Considerable concern exists about the appropriateness of industry as a site for highly confidential genetic analyses. Against a background of unethical conduct (National Health Laboratories paid a fine of $110,000,000, and another company, Metpath, has paid $40,000,000 - both for fraudulent billing), the lack of institutional ethics committees, institutional review boards, and outside review boards, and no traditional ethical background for the practice of medicine, industry is clearly regarded as an inappropriate site for genetic disease studies.
DNA banking is especially important in this regard where company closure, mergers and changes of direction are common. No formal contractual and other proprietary documents have been developed to secure the safety, privacy, and confidentiality of DNA samples banked on behalf of individuals, living or dead. Questions relating to the heritability of such samples remain unsolved and research use of such samples remain possible without legitimate consent. Reilly (19) has identified at least 4 operating kinds of DNA banks in the United States:
1. Academically-based repositories largely for research purposes.
2. Commercial DNA banking services for both researchers and individuals.
3. State-based DNA forensic banks for assistance in the resolution of violent crime.
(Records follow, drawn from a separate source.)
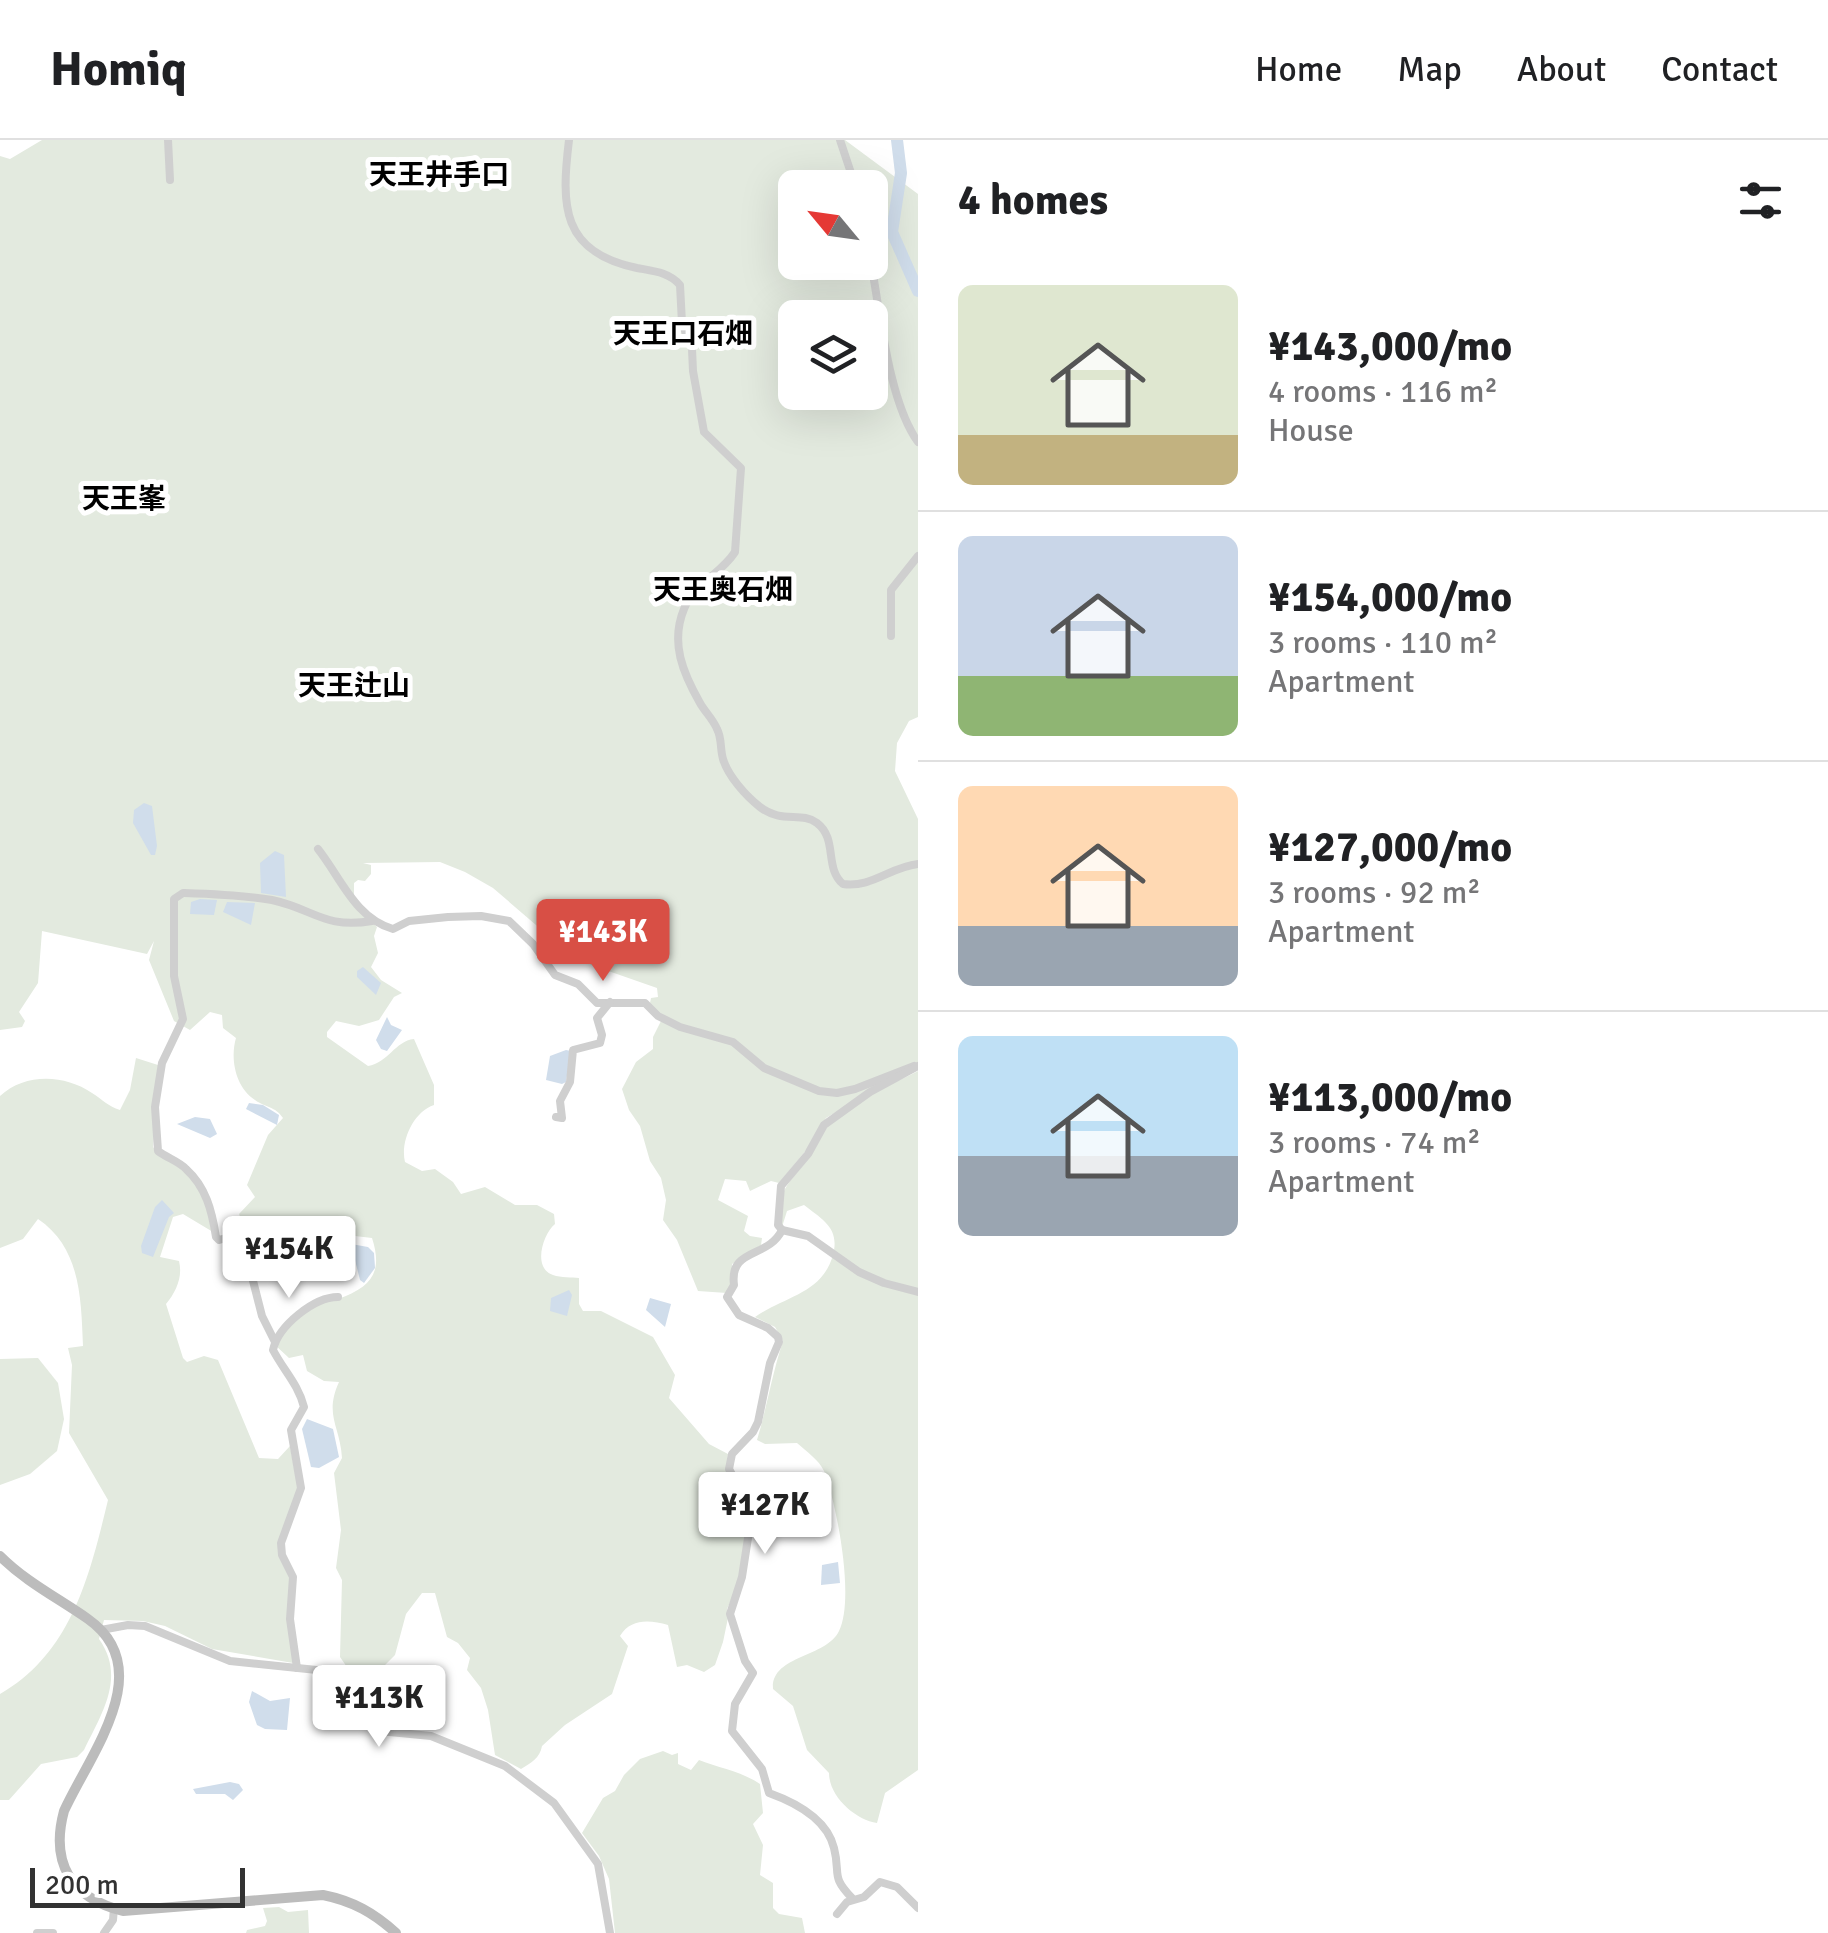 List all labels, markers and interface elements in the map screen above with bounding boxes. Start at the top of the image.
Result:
text: Homiq [50,40,187,99]
text: Home [1255,48,1342,91]
text: Map [1397,48,1462,91]
text: About [1517,48,1606,91]
text: Contact [1661,48,1778,91]
district label: 天王井手口 [369,158,509,192]
north arrow [778,170,888,280]
map controls [778,170,888,410]
icon: filters [1733,173,1788,228]
text: 4 homes [958,175,1108,226]
button: layers [778,300,888,410]
district label: 天王口石畑 [613,317,753,351]
text: ¥143,000/mo [1268,321,1512,372]
icon: home [1038,325,1158,445]
text: 4 rooms · 116 m² [1268,372,1498,411]
text: House [1268,411,1354,450]
district label: 天王峯 [82,482,166,516]
text: ¥154,000/mo [1268,572,1512,623]
district label: 天王奥石畑 [653,573,793,607]
icon: home [1038,576,1158,696]
text: 3 rooms · 110 m² [1268,623,1498,662]
text: Apartment [1268,662,1415,701]
district label: 天王辻山 [298,669,410,703]
text: ¥127,000/mo [1268,822,1512,873]
icon: home [1038,826,1158,946]
text: 3 rooms · 92 m² [1268,873,1481,912]
pin: ¥143K [533,899,673,984]
text: ¥143K [559,912,647,951]
text: Apartment [1268,912,1415,951]
text: ¥113,000/mo [1268,1072,1512,1123]
icon: home [1038,1076,1158,1196]
text: 3 rooms · 74 m² [1268,1123,1481,1162]
text: Apartment [1268,1162,1415,1201]
pin: ¥154K [219,1216,359,1301]
text: ¥154K [245,1229,333,1268]
pin: ¥127K [695,1472,835,1557]
text: ¥127K [721,1485,809,1524]
pin: ¥113K [309,1665,449,1750]
text: ¥113K [335,1678,423,1717]
scale bar [30,1863,245,1908]
text: 200 m [45,1868,119,1902]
4. DNA banks in the military for the identification of human remains.
Reilly (19) has also emphasized key privacy issues including the assumption of control of a DNA sample upon the death of a depositor, right of access by relatives, and questions concerning the disposition of the sample upon dissolution of the company. In commerce today, at least in the United States, there is DNA banking, as well as storage of DNA personal and family data in settings in which the profit motive is king and in which a potential threat exists to an individual's right of privacy.
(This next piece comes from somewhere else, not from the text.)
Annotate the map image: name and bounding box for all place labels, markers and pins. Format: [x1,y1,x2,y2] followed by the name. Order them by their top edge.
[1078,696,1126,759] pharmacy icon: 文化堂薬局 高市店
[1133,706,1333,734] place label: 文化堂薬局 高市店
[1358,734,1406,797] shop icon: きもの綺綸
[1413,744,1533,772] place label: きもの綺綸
In the development of legislation that incorporates all the implications of genetic testing including privacy, confidentiality, and genetic discrimination, self-evident ethical principles need to be applied (20, 21). Fundamentally beneficent in its orientation, any such legislation should guarantee the respect and dignity that should be accorded every human being and the inviolability of the human body and the integrity of the human species. Eugenic practices including gene selection, gender selection, or selection of physical or racial traits could be banned. Germline gene therapy which might alter the human genome could be banned. Body parts, tissues, or cells should not be the subject of inheritance rights and regulations should be promulgated to prohibit the patenting of such tissues or cells or genomes. The sale of such body parts, cells, or genomes should also be specifically prohibited. Informed consent requirements require establishment and enforcement in the context of genetic studies. Extensive formulation of rules and regulations to secure patient privacy and confidentiality require enactment together with criminal and administrative sanctions relative to anticipated failures in the application of the new knowledge gained from modern genetics. Only by virtue of the establishment of laws beneficial to the individual and his or her genetic identity will it be possible to secure the benefits that will continue to accrue from our newly found knowledge.